■ **Task brief**:
Write out each line from the data below that includes the word "display".

Segment Start: Records shown

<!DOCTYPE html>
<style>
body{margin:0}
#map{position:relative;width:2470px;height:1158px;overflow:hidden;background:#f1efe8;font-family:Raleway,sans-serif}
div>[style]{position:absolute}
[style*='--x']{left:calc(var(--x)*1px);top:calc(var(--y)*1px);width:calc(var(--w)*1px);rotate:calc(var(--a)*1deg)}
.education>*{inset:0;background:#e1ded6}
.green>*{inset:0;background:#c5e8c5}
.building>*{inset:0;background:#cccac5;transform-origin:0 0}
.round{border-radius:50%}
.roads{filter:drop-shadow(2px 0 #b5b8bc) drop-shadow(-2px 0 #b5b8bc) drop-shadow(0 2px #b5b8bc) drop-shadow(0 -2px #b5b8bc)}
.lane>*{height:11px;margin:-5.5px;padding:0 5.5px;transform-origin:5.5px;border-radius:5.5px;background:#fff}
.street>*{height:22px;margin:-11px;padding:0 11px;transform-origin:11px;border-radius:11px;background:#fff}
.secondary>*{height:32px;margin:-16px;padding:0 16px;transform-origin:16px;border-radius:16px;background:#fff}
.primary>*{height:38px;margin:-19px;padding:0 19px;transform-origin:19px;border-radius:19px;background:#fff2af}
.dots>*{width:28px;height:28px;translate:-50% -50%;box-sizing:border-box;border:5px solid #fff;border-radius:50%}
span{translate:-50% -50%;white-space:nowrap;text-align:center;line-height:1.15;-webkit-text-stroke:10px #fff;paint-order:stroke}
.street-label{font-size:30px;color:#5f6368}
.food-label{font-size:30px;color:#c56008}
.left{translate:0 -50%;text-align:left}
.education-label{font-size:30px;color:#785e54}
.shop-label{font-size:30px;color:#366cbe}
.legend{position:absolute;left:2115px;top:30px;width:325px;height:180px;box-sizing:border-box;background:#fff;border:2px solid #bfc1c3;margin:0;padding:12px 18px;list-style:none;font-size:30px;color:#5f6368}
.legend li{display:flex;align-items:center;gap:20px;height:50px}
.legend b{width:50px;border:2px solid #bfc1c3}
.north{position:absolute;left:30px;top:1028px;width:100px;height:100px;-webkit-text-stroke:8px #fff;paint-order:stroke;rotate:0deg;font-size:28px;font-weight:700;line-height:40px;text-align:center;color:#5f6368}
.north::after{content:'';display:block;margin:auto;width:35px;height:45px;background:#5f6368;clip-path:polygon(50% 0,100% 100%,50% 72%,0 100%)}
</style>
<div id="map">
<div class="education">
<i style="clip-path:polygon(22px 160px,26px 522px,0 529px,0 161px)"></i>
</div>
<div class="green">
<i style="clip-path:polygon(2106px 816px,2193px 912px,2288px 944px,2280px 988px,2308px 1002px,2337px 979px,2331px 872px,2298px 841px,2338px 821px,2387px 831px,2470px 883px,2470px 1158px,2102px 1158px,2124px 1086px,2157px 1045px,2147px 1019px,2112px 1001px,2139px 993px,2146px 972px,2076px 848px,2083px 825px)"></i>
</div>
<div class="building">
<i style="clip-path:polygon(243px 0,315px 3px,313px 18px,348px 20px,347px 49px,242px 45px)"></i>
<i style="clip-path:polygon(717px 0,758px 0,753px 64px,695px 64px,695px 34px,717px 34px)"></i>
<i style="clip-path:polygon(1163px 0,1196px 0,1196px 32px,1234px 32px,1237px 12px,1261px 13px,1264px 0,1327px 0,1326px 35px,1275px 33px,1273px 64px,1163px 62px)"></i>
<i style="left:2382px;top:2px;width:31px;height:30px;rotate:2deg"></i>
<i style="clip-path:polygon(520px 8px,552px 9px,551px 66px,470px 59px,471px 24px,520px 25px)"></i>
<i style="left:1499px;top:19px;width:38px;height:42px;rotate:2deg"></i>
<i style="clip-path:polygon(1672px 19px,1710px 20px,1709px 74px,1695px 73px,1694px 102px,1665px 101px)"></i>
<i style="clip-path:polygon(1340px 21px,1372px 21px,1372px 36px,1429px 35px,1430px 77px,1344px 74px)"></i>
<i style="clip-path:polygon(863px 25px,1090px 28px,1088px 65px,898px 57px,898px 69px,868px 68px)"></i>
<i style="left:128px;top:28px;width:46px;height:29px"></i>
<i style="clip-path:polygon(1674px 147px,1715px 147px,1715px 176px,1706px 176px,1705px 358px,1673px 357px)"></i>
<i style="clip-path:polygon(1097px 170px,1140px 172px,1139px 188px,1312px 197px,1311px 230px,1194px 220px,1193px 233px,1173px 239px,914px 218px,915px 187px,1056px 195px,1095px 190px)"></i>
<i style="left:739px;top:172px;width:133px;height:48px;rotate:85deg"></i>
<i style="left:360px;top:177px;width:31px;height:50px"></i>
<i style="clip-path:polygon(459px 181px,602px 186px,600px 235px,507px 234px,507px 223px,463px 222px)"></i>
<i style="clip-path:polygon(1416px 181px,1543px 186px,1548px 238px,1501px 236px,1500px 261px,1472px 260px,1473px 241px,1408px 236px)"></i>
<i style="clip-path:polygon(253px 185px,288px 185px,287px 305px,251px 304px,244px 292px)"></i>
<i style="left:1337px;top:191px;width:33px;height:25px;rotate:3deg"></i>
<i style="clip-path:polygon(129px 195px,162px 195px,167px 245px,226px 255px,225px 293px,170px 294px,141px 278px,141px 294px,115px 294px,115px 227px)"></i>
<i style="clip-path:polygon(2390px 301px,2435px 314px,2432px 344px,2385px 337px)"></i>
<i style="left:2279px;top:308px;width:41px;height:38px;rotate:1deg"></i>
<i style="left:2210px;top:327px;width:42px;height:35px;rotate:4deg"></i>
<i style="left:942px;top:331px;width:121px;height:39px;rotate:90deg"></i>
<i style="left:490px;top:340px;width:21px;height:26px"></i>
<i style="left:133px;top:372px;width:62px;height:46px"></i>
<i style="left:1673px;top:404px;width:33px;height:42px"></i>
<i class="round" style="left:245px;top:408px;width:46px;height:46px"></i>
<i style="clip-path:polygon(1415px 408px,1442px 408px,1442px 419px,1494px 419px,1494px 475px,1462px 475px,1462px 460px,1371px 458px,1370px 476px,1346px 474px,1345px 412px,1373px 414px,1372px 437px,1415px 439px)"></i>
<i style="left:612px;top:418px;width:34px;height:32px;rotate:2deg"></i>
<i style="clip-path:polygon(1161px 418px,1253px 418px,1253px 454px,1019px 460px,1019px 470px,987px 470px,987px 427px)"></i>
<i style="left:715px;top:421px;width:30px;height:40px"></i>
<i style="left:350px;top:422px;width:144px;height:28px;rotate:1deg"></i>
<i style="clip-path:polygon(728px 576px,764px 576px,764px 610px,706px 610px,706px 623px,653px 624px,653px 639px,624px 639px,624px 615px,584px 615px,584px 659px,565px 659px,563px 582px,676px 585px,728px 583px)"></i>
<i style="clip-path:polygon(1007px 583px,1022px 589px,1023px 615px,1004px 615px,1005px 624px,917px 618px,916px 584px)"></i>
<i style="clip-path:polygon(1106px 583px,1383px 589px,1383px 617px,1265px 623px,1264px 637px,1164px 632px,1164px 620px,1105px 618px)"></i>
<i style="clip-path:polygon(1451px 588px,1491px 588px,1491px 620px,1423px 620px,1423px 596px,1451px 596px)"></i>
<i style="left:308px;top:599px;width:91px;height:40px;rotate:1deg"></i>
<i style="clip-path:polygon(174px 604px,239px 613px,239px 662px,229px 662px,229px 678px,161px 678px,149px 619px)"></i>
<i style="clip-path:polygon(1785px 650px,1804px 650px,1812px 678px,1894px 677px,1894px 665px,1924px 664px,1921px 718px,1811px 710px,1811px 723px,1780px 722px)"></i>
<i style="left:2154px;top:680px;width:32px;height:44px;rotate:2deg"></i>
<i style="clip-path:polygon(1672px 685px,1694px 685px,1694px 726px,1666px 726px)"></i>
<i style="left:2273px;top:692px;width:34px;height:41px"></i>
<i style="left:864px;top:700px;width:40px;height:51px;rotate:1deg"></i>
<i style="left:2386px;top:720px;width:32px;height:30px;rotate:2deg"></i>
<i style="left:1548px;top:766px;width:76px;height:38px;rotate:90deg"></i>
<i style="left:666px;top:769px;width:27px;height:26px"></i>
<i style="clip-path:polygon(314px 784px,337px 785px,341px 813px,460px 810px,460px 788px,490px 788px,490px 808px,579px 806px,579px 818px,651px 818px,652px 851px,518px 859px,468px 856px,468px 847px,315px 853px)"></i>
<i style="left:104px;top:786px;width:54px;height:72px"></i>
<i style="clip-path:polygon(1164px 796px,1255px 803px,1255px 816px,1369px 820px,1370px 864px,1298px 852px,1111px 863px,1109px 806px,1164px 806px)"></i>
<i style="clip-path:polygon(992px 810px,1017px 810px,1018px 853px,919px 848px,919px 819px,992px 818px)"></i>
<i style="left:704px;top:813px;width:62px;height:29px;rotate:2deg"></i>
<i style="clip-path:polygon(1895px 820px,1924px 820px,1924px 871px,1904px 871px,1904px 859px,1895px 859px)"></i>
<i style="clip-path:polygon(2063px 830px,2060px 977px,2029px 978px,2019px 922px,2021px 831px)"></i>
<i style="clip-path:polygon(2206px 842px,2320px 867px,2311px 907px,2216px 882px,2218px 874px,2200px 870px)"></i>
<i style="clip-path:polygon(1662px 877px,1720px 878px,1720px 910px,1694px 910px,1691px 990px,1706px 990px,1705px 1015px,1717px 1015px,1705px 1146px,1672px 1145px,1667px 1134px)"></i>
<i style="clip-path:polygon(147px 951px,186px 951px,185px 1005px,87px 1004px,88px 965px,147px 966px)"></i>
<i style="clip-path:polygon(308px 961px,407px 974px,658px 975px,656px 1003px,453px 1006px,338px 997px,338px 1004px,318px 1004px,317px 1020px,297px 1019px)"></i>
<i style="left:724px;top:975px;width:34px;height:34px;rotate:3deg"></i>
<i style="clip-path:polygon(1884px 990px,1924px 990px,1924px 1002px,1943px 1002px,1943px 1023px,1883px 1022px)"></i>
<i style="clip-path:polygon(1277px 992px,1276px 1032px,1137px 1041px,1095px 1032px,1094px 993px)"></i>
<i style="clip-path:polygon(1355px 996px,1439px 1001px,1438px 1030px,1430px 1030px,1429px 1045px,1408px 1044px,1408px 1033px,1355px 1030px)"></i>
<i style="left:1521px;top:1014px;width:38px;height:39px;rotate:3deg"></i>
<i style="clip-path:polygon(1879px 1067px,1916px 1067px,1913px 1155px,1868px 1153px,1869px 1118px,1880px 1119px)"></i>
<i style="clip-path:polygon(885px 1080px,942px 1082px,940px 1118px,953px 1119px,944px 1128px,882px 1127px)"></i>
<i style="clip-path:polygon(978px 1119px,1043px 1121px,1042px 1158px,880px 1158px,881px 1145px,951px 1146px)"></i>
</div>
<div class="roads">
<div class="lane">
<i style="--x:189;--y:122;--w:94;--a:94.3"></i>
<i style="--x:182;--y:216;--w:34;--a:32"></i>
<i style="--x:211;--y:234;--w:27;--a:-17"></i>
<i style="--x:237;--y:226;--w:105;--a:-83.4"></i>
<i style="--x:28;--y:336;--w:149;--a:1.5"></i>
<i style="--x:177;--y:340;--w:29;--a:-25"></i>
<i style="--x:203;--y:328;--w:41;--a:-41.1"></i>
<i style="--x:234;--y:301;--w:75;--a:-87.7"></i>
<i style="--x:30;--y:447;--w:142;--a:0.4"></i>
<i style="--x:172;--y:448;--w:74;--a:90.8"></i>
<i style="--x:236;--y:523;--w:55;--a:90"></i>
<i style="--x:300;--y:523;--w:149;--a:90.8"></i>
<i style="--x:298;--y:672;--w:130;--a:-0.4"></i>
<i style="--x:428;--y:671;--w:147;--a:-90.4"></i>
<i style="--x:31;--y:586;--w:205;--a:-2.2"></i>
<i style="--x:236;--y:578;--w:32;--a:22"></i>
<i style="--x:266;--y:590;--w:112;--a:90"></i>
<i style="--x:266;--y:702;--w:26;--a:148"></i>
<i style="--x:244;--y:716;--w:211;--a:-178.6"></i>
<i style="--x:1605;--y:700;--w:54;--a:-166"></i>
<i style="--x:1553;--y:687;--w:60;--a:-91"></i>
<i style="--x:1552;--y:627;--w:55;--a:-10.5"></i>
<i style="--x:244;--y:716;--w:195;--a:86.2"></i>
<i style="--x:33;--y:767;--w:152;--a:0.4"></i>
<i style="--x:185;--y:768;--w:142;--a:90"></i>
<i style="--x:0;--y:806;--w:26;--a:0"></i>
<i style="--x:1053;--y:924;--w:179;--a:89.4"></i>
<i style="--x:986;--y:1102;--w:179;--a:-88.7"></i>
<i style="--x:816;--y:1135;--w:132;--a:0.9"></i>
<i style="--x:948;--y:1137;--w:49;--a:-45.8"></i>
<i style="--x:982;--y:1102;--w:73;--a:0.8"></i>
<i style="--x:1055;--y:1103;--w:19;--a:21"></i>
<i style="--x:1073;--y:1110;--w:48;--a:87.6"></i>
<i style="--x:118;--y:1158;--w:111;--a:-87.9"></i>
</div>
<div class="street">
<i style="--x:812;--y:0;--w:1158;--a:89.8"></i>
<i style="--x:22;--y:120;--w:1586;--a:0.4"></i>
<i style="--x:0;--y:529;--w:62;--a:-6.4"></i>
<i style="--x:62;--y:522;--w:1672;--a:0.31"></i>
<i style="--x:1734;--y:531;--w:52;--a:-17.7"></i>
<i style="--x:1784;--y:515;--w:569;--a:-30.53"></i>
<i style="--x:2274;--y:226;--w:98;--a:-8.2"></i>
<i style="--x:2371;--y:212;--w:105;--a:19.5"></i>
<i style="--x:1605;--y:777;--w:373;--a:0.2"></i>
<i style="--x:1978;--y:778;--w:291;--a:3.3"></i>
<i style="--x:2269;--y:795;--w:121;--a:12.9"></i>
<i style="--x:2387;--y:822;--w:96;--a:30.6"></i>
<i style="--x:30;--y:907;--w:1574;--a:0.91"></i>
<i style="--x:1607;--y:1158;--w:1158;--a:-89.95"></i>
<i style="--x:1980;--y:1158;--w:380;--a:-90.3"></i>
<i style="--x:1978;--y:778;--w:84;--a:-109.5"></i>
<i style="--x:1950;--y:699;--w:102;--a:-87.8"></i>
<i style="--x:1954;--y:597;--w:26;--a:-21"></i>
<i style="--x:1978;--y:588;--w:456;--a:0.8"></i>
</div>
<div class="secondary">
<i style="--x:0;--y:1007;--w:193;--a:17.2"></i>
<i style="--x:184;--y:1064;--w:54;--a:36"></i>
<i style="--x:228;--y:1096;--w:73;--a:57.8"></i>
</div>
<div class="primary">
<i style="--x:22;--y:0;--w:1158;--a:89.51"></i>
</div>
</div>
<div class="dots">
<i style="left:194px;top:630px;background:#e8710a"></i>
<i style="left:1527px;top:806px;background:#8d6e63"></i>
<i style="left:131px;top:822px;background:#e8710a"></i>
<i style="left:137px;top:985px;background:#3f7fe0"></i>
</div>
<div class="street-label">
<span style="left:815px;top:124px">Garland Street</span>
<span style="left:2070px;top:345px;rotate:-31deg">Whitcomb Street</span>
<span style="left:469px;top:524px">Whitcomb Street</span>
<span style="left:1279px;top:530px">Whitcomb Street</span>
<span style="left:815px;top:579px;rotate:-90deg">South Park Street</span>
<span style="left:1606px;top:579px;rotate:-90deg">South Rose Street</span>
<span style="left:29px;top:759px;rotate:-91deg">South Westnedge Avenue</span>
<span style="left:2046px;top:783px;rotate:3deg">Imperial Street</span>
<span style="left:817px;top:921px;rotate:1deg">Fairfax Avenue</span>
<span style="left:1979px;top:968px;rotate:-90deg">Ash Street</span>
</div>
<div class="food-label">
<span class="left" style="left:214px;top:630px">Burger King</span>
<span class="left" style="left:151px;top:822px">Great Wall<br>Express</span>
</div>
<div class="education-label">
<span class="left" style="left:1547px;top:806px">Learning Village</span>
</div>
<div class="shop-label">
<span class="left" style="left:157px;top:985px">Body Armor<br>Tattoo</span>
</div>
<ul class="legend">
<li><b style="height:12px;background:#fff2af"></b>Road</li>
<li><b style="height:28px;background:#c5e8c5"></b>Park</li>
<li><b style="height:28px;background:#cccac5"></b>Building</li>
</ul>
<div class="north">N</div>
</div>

Segment End: Records shown

■ **Answer to this task**:
.legend li{display:flex;align-items:center;gap:20px;height:50px}
.north::after{content:'';display:block;margin:auto;width:35px;height:45px;background:#5f6368;clip-path:polygon(50% 0,100% 100%,50% 72%,0 100%)}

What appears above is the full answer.